MI Pathogenesis - The Clot Thickens
- Initiating Event: Rupture or erosion of an unstable atherosclerotic plaque exposes its thrombogenic lipid core.
- Thrombosis: Platelet adhesion, activation, and the coagulation cascade rapidly form a thrombus, leading to coronary artery occlusion.
- Infarct Progression:
- Subendocardial Infarct: Involves the inner third of the myocardium, the region most vulnerable to ischemia. Often due to incomplete or transient occlusion.

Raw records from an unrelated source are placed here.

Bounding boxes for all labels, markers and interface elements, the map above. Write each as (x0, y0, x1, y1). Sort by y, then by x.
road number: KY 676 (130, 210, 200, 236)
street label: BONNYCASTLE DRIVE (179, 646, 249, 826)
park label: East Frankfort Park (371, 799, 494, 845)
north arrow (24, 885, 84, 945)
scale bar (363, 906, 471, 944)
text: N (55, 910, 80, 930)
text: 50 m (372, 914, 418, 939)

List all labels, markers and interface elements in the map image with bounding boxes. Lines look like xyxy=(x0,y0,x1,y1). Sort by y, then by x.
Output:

- Transmural Infarct: Infarction spans the entire myocardial wall thickness, resulting from complete and prolonged occlusion (typically >6 hours).

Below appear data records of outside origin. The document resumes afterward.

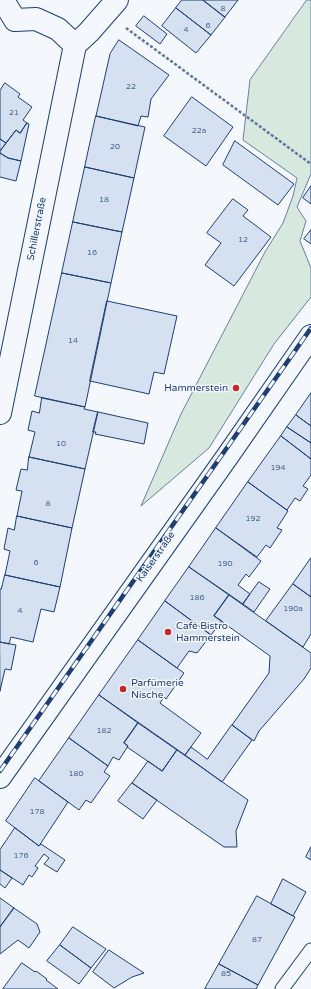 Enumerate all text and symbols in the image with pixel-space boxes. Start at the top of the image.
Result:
house number: 8 [220,4,226,14]
house number: 6 [205,21,211,31]
house number: 4 [183,25,189,35]
house number: 22 [126,82,136,92]
house number: 21 [9,108,19,118]
house number: 22a [192,126,206,136]
house number: 20 [110,142,120,152]
house number: 18 [99,195,109,205]
street label: Schillerstraße [25,196,49,262]
house number: 12 [238,235,248,245]
house number: 16 [87,248,97,258]
house number: 14 [68,336,78,346]
place label: Hammerstein [164,382,228,394]
marker: Hammerstein [231,383,241,393]
house number: 10 [56,439,66,449]
house number: 194 [270,463,286,473]
house number: 8 [45,499,51,509]
house number: 192 [245,514,261,524]
street label: Kaiserstraße [134,529,178,585]
house number: 6 [33,558,39,568]
house number: 190 [217,559,233,569]
house number: 186 [189,593,205,603]
house number: 190a [283,604,303,614]
house number: 4 [17,606,23,616]
place label: Café Bistro Hammerstein [176,620,240,644]
marker: Café Bistro Hammerstein [163,627,173,637]
place label: Parfümerie Nische [131,677,184,700]
marker: Parfümerie Nische [118,684,128,694]
house number: 182 [96,726,112,736]
house number: 180 [68,769,84,779]
house number: 178 [29,807,45,817]
house number: 176 [13,851,29,861]
house number: 87 [252,935,262,945]
house number: 85 [221,969,231,979]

⭐ The Left Anterior Descending (LAD) artery is the most commonly occluded coronary artery, typically leading to an anteroseptal MI.
Infarct Evolution - A Scar is Born

| Time Post-MI | Gross Changes | Microscopic Findings | Key Complications |
|---|---|---|---|
| 0-24h | Dark mottling | Early coagulative necrosis; edema, hemorrhage. Contraction bands with reperfusion. | Arrhythmia, cardiogenic shock, sudden death |
| 1-3d | Hyperemia, yellow-tan center | Coagulative necrosis, acute inflammation (neutrophils). | Fibrinous pericarditis |
| 3-14d | Yellow-tan, soft, with hyperemic border | Macrophages, granulation tissue formation. | Ventricular free wall rupture, papillary muscle rupture, interventricular septum rupture |
| >2w | Gray-white scar | Dense collagenous scar (fibrosis). | True aneurysm, Dressler syndrome, heart failure |
MI Complications - When the Heart Breaks

⭐ Papillary muscle rupture (posteromedial papillary muscle is most susceptible) leads to acute, severe mitral regurgitation.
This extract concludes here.